Create spendstory/parsers/bankname.py:

"""Parser for BankName CSV exports."""
from __future__ import annotations
from pathlib import Path
from spendstory.schema import make_txn

def parse_bankname(filepath: Path) -> list[dict]:
    """Parse BankName CSV into normalized transactions."""
    import csv

    transactions = []
    with open(filepath, newline="", encoding="utf-8-sig") as f:
        reader = csv.DictReader(f)
        for row in reader:
            # Adapt these field names to match the bank's CSV headers
            date_str = row["Date"]           # Parse to YYYY-MM-DD
            description = row["Description"]
            amount_str = row["Amount"]

            # Determine debit vs credit
            # Some banks use negative = debit, positive = credit
            # Others have separate Debit/Credit columns
            amount = float(amount_str.replace(",", "").replace("$", ""))
            txn_type = "debit" if amount > 0 else "credit"

            txn = make_txn(
                date=date_str,        # Will be normalized to YYYY-MM-DD
                description=description,
                amount=abs(amount),   # Always positive
                txn_type=txn_type,
                source_account="bankname_account",
                account_type="personal",  # or "business"
            )
            transactions.append(txn)

    return transactions

Key points:

  • Use make_txn() from schema.py — it normalizes dates, ensures positive amounts, sets all required keys
  • Handle the bank's specific date format (see Date Formats below)
  • source_account should be a unique snake_case identifier
  • account_type is "personal" or "business"

2. Add detection logic

In spendstory/parsers/__init__.py, add a detection block to detect_account_type():

# BankName:
#   Headers contain "UniqueHeader1" AND "UniqueHeader2"
if {"UniqueHeader1", "UniqueHeader2"} <= header_set:
    return "bankname_account"

Detection rules:

  • Match on header names, not filenames
  • Use unique header combinations that won't collide with other banks
  • If the bank has a non-standard format (like Venmo), handle it before the CSV header parsing

3. Register the parser

In spendstory/parsers/__init__.py, add the import and registry entry:

from spendstory.parsers.bankname import parse_bankname

PARSERS = {
    # ... existing parsers ...
    "bankname_account": parse_bankname,
}

4. Add to EXPECTED_ACCOUNTS

In spendstory/config.py, add the account to the expected accounts dict:

EXPECTED_ACCOUNTS = {
    # ... existing accounts ...
    "bankname_account": "BankName Checking",
}

This makes the Account Status panel show the account even when no CSV is present.

Transaction Schema

Every transaction must have all 11 keys:

Key Type Description
date str YYYY-MM-DD format
month str YYYY-MM (derived from date)
description str Cleaned transaction description
amount float Always positive
type str "debit" or "credit"
source_account str Account identifier (snake_case)
account_type str "personal" or "business"
card_member str/None Cardholder name (multi-card accounts)
original_description str Raw description before cleaning
category str Set later by categorization (use "Other" initially)
merchant_name str Set later by merchant normalization (use description initially)
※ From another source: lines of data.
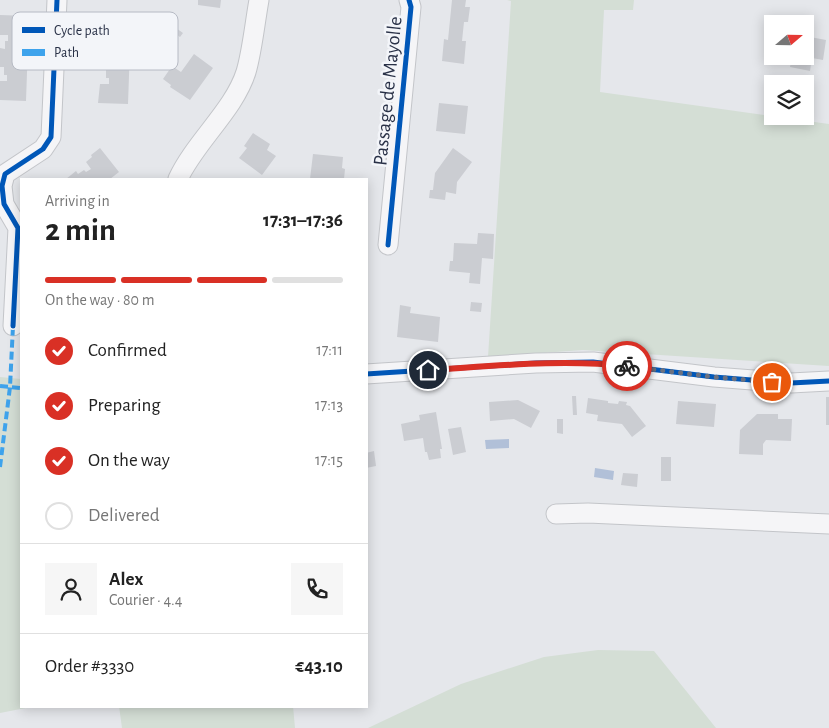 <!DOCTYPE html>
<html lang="en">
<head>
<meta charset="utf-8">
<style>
  body { margin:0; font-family:"Alegreya Sans",sans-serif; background:#f6f6f6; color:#222; height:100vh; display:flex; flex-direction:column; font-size:19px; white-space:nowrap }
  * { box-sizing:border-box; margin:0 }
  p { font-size:16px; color:#767676 }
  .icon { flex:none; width:28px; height:28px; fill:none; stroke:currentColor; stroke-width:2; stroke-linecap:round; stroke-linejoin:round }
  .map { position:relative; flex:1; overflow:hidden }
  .drawer { position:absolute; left:20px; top:178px; width:348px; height:530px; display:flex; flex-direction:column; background:#fff; border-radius:0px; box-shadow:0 2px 12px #0003 }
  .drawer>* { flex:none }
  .needle { width:32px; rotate:70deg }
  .buttons { position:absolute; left:764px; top:15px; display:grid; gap:10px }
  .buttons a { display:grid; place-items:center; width:50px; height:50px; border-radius:0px; background:#fff; box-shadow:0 2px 12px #0003; font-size:25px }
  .pin { position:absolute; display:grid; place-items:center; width:42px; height:42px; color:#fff; margin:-21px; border:2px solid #fff; border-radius:50%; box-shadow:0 1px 5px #0007 }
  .courier { position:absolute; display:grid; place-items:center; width:50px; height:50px; margin:-25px; border:4px solid #d93025; border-radius:50%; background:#fff; color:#222; box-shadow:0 1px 6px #0007 }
  .summary em { font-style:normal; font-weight:700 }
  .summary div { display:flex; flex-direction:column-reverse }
  .summary { display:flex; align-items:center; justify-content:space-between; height:85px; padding:0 25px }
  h1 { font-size:32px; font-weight:700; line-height:38px }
  .bar { display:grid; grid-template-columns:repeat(4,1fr); gap:8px 5px; align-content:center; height:60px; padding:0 25px }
  .bar i { height:6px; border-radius:4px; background:#e0e0e0 }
  .bar .active { background:#d93025 }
  .bar p { grid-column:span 4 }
  .line { display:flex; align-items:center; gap:12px; padding:0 25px; border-top:1px solid #e0e0e0 }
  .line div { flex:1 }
  .round { display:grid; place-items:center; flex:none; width:52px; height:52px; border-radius:0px; background:#f6f6f6 }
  ol { padding:0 25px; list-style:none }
  li { display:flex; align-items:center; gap:15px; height:55px }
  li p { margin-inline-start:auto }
  li .icon { padding:5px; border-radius:50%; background:#d93025; color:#fff; stroke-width:4 }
  li:last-child { color:#767676 }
  li i { width:28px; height:28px; border:2px solid #e0e0e0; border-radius:50% }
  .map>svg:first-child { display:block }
  .green { fill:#d4ded5 }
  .water { fill:#b1c0d8 }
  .building { fill:#cbcdd2 }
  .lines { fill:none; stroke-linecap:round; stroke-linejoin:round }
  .minor-casing { stroke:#c3c5c9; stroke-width:21 }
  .minor { stroke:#f5f5f7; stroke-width:19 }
  .quiet { stroke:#3ea3ec; stroke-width:4; stroke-dasharray:8 4; stroke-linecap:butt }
  .cycleway-casing { stroke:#f3f5f9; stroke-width:8 }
  .cycleway { stroke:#0057b8; stroke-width:5 }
  .done { stroke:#6b7180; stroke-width:5; stroke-dasharray:0 9 }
  .route { stroke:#d93025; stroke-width:6 }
  .labels { text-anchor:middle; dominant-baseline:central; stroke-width:5; stroke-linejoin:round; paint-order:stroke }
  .street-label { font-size:20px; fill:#293147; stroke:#f3f5f9 }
  .key { fill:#f3f5f9; stroke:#b6bac4; stroke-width:1 }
  .key-label { font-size:14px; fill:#293147 }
</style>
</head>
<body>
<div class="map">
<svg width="829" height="728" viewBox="0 0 829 728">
  <rect width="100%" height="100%" fill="#e5e7eb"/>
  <!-- green -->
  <path class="green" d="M 507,0 L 634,0 L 633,10 L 604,10 L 600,92 L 829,124 L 829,366 L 583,350 L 488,357 L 511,1 Z
    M 0,377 L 21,379 L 21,706 L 36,706 L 0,713 Z
    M 598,650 L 654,651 L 716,728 L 368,728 L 461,684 L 544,657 Z
    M 119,706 L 293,706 L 295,728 L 122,728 Z"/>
  <!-- water -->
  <path class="water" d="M 509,439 L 509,448 L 486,449 L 485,440 Z
    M 595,468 L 614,471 L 613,480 L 594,477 Z"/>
  <!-- building -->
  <path class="building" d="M 198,0 L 221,0 L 220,8 L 198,5 Z
    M 452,0 L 466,0 L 465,7 L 470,7 L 468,22 L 464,22 L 462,41 L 466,41 L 464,64 L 442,61 L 444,39 L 448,40 Z
    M 0,15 L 29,16 L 26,101 L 0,100 L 0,81 L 7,81 L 7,75 L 4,75 L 4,67 L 0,67 L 0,48 L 5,49 L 5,41 L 8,41 L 8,35 L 0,35 Z
    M 100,18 L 131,19 L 128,104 L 98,103 L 100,84 L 109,84 L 109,78 L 106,78 L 106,70 L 102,70 L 102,61 L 103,52 L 107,52 L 107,44 L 110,44 L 110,38 L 102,38 L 102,30 L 100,30 Z
    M 169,23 L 183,33 L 180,37 L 166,27 Z
    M 805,36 L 826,40 L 823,60 L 812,58 L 810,71 L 790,67 L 792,56 L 805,56 Z
    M 194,54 L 213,68 L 190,100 L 170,87 L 171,85 L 163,79 L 172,66 L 181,72 Z
    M 439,103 L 468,106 L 465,134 L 436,131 Z
    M 253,133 L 270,144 L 267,150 L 276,156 L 262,175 L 239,158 L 247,148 L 244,146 Z
    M 100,148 L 119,172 L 110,179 L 66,179 L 76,171 L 78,174 L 84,170 L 86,172 L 91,169 L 86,162 L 92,157 L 91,155 Z
    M 453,148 L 472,162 L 457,182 L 456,194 L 446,192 L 445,200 L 429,198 L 430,190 L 433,190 L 435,173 Z
    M 313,154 L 343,157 L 342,168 L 345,169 L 344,179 L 310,179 Z
    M 478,233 L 494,234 L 493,259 L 482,258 L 480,284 L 469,283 L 470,273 L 449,271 L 450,261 L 453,261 L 454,243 L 477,244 Z
    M 471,302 L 482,303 L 481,312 L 470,311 Z
    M 400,305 L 411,307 L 410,313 L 440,317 L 438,342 L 397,337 Z
    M 572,396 L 576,396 L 577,415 L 573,415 Z
    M 826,397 L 829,397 L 829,425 L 826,425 Z
    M 588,398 L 608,401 L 608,403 L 618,404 L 619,401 L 627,402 L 626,405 L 630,406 L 646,426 L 632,437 L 622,424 L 597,421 L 598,415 L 586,413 Z
    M 518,400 L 540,411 L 531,428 L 514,419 L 490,421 L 489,402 Z
    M 678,401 L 716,404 L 714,427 L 676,424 Z
    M 436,412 L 442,449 L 440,449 L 441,458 L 429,460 L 427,452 L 425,452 L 423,438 L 404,441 L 401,424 L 420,420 L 419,415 Z
    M 757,414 L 778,414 L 778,419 L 792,419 L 791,441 L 766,440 L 763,444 L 763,455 L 739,454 L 740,430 Z
    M 557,419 L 563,419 L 563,434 L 557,433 Z
    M 461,427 L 466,452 L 453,455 L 448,429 Z
    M 374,451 L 376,466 L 366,468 L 366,453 Z
    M 661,457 L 671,457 L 671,481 L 661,481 Z
    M 623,473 L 638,474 L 637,487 L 621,485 Z"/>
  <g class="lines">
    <defs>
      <path id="minor" d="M 178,179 C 195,142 234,110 246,72 C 252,52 255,22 259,0
        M 388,245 L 411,7 L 409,0
        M 13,326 L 18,228 L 4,204 L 2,186 L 5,174 L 43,149 L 51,137 L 57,0
        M 366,374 L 536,363 L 593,362 L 714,377 L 791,383 L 829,381
        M 556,514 L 588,513 L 829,524"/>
    </defs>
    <!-- minor casing -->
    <use href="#minor" class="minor-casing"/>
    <!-- minor -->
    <use href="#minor" class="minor"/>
    <!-- quiet -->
    <path class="quiet" d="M 0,386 L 21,388
      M 0,467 L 10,387 L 13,326"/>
    <defs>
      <path id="cycleway" d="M 388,245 L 411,7 L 409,0
        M 13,326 L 18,228 L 4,204 L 2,186 L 5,174 L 43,149 L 51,137 L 57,0
        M 366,374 L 536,363 L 593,362 L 714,377 L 791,383 L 829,381"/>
    </defs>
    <!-- cycleway casing -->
    <use href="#cycleway" class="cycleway-casing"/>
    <!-- cycleway -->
    <use href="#cycleway" class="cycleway"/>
  </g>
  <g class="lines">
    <!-- done -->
    <path class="done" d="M 627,366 L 714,377 L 772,382"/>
    <!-- route -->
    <path class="route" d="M 428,370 C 495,366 561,359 627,366"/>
  </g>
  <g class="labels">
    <!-- street labels -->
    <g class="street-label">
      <text transform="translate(388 91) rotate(-84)">Passage de Mayolle</text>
    </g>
  </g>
  <!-- legend -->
  <rect x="12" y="12" width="166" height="58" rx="8" class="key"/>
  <rect x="22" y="27" width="23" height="6" fill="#0057b8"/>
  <rect x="22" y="49" width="23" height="7" fill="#3ea3ec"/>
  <g class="key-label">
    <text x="54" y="35">Cycle path</text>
    <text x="54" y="57">Path</text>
  </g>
</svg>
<div class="buttons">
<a><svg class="needle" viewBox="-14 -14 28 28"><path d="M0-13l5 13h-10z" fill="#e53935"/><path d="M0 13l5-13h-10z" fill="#767676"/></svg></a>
<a><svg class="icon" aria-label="layers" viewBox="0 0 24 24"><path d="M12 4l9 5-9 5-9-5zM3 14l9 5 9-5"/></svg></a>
</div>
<div class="pin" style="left:772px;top:382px;background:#ea580c"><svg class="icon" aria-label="bag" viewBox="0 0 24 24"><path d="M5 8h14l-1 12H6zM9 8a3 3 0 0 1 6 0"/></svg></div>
<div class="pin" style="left:428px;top:370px;background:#1f2937"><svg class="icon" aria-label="home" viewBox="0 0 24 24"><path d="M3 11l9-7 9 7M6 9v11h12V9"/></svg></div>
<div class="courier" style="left:627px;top:366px"><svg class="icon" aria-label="bike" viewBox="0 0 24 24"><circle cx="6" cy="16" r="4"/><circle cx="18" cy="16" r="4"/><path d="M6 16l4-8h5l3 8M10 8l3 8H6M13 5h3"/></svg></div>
<section class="drawer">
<div class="summary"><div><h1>2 min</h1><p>Arriving in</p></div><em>17:31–17:36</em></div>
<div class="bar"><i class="active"></i><i class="active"></i><i class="active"></i><i></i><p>On the way · 80 m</p></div>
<ol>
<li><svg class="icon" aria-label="check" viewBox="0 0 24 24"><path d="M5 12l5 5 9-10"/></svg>Confirmed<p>17:11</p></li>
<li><svg class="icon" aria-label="check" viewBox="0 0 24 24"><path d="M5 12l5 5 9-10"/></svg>Preparing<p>17:13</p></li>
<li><svg class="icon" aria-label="check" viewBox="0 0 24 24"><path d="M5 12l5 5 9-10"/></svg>On the way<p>17:15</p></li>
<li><i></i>Delivered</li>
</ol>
<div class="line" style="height:90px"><a class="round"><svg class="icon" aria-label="person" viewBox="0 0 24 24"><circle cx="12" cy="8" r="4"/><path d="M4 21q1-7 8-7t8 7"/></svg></a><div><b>Alex</b><p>Courier · 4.4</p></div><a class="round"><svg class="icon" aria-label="phone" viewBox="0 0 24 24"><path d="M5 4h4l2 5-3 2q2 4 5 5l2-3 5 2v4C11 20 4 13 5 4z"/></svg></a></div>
<div class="line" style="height:65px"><div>Order #3330</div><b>€43.10</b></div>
</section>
</div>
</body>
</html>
make_txn() from schema.py handles most of this — you mainly need to provide date, description, amount, txn_type, source_account, and account_type.

Date Formats by Bank

Bank Format Example
Capital One MM/DD/YY 01/15/26
Amex MM/DD/YYYY 01/15/2026
Citi / Mercury MM-DD-YYYY 01-15-2026
Apple Card MM/DD/YYYY 01/15/2026
Venmo ISO 2026-01-15T14:30:00

make_txn() handles common date formats automatically. If your bank uses an unusual format, parse it to YYYY-MM-DD before passing to make_txn().

Generic CSV Fallback

For banks with standard CSV layouts, check spendstory/parsers/base.py — it provides a generic parser that auto-detects date, description, and amount columns. You may be able to use it directly instead of writing a custom parser.

Testing

Drop a sample CSV into data/raw/ and run:

python -m spendstory

Phase 1 should detect the new account type. Phase 3 should categorize transactions (some may appear as "Other" — add keywords to categorize.py as needed).